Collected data
********

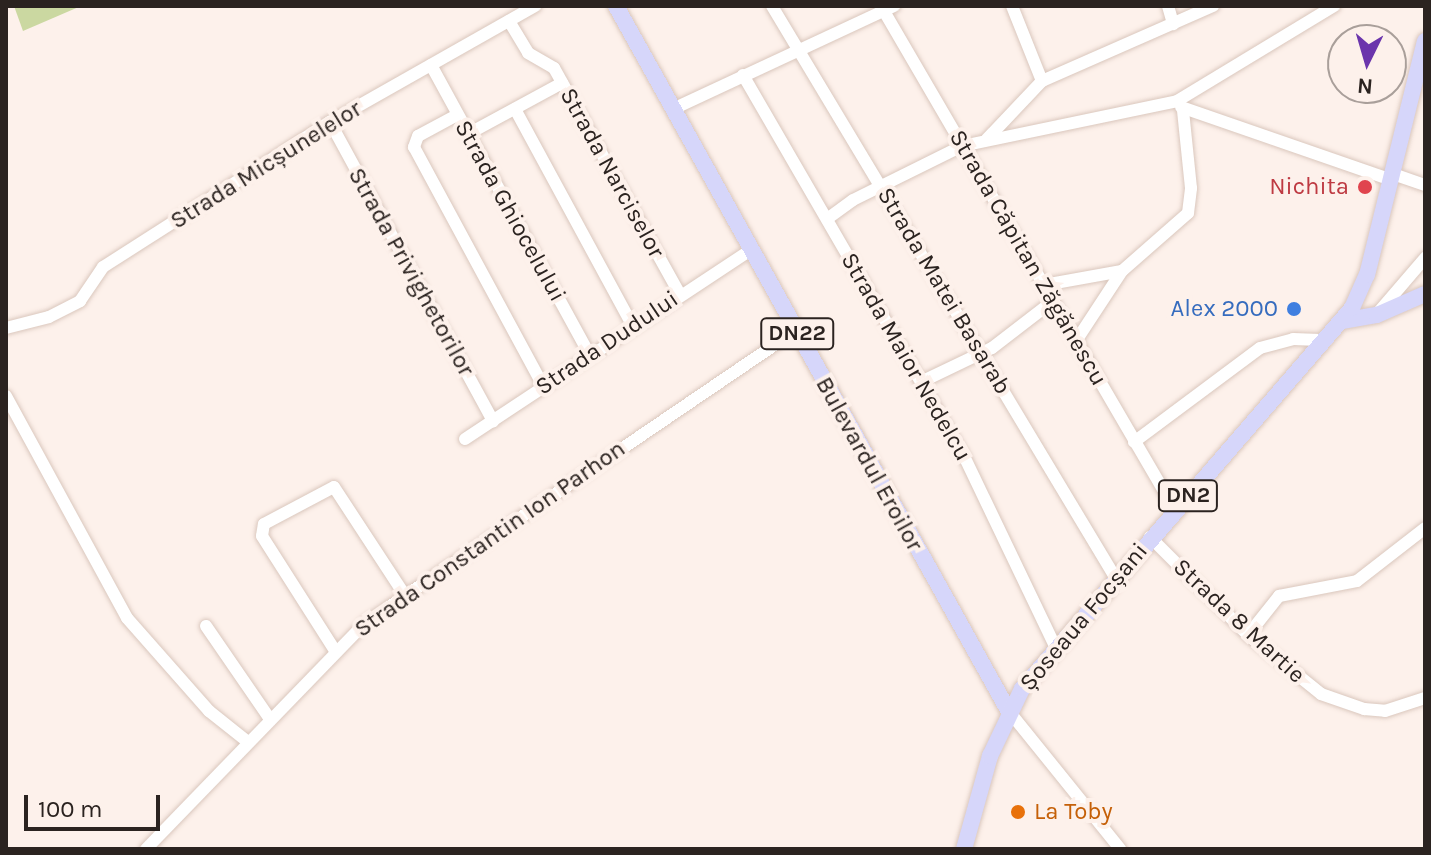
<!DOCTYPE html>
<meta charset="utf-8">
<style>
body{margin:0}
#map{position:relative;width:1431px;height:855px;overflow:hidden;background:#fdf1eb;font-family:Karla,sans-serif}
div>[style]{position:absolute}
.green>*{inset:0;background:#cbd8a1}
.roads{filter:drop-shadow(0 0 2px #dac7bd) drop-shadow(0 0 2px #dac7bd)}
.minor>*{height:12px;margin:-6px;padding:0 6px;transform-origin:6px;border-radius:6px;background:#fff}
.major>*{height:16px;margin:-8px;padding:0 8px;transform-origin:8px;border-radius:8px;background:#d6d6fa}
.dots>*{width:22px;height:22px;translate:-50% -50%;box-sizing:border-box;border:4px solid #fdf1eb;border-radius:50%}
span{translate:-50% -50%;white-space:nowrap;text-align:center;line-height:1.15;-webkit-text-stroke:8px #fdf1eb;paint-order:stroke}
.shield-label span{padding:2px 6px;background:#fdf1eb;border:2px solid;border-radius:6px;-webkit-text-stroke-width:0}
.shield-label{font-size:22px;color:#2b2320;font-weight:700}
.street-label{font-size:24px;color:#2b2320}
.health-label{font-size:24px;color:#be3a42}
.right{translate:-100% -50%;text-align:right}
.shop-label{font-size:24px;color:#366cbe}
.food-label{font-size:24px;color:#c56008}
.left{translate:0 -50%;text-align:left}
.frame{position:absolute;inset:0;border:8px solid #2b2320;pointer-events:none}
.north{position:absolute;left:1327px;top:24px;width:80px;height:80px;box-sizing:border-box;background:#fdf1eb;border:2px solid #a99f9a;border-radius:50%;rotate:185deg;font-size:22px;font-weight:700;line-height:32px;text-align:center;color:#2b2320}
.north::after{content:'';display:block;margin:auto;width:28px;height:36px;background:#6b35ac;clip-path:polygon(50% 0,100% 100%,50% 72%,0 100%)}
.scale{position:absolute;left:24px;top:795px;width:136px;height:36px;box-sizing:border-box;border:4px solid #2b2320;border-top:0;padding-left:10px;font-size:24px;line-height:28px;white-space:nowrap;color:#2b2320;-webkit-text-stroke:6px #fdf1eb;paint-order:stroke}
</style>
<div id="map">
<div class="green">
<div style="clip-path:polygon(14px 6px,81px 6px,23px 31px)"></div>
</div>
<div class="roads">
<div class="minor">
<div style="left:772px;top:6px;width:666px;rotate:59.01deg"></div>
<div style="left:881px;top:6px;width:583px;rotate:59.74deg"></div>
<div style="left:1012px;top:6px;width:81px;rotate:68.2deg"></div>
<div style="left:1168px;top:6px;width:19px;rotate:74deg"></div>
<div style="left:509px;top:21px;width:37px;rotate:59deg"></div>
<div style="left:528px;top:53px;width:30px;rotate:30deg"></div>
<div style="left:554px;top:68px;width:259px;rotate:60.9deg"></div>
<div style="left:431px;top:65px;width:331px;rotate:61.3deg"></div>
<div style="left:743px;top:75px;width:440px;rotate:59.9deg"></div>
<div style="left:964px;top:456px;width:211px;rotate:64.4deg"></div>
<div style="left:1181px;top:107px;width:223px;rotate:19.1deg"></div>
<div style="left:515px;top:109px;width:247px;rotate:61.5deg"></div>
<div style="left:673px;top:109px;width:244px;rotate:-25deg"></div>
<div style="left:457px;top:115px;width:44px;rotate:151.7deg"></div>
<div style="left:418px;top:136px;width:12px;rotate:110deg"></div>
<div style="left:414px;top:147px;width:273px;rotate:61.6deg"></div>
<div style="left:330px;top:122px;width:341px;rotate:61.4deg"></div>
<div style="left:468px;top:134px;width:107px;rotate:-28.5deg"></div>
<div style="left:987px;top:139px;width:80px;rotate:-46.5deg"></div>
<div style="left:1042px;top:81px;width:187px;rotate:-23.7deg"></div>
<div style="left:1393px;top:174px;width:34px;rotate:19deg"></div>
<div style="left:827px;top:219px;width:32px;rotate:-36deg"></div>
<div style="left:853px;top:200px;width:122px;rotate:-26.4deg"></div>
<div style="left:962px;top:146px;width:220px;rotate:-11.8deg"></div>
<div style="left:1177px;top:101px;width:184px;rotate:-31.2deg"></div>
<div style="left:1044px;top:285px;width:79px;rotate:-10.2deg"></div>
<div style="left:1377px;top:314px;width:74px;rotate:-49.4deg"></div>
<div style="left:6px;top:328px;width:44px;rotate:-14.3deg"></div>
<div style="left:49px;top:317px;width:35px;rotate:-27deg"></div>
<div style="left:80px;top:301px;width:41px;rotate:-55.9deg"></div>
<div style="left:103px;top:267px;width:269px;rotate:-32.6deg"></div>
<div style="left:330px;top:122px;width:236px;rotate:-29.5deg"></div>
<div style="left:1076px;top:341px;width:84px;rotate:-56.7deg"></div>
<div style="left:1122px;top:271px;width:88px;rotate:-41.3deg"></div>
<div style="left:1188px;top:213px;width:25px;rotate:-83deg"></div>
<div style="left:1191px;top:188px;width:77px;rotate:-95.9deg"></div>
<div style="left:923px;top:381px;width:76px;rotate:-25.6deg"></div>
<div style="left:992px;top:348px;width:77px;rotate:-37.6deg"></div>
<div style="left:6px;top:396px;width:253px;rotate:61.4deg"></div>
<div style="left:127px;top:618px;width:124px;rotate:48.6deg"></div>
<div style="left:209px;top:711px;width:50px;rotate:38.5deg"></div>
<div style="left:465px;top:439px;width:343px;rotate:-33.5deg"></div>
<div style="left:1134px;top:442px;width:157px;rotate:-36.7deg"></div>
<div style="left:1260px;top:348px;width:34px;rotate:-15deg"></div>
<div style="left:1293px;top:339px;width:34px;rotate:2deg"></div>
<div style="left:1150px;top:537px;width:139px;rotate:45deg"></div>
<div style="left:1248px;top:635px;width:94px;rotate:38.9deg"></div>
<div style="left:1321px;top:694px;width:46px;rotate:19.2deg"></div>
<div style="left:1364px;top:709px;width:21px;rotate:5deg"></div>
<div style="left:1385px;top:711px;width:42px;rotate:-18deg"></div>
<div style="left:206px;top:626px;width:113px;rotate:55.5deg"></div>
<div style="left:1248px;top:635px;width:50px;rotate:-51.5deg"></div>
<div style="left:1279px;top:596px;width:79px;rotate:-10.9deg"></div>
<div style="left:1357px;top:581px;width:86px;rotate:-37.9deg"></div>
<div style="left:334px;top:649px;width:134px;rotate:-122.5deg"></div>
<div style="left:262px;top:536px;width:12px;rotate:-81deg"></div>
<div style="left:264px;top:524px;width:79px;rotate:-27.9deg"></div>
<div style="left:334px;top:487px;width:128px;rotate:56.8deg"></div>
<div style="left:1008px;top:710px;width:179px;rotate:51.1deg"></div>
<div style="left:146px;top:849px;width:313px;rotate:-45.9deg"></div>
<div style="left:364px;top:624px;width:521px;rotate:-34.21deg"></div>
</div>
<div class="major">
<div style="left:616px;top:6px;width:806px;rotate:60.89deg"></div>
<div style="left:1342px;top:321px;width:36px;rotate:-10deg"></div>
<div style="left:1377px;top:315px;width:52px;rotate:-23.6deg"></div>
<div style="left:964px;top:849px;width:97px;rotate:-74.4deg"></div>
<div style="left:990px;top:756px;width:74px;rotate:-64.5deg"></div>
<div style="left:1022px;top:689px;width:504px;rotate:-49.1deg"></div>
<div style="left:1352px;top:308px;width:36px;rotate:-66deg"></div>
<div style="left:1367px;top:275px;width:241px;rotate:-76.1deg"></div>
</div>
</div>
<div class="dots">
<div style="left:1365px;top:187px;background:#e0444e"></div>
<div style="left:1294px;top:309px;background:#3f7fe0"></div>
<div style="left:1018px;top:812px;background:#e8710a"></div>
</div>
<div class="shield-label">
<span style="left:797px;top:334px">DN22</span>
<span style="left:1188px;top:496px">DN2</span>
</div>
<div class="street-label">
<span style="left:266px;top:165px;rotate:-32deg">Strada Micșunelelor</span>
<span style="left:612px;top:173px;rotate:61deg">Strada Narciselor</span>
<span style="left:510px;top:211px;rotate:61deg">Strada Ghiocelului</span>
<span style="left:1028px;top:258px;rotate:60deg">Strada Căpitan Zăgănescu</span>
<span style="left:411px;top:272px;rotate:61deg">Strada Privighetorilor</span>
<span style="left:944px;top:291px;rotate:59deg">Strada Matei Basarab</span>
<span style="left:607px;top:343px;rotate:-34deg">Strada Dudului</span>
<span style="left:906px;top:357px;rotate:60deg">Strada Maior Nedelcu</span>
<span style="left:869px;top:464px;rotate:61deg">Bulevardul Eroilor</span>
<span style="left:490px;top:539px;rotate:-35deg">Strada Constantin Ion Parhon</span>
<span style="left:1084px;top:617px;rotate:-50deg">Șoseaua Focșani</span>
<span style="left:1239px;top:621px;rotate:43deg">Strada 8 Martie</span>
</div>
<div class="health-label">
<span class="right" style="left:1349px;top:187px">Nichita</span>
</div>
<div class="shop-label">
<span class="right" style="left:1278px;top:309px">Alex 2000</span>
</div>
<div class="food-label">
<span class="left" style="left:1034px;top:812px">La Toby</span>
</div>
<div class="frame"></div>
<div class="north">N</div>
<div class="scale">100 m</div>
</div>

********

* [Work item]
Every line in the data that holds the string "roads" should be returned.

* [Exercise result]
.roads{filter:drop-shadow(0 0 2px #dac7bd) drop-shadow(0 0 2px #dac7bd)}
<div class="roads">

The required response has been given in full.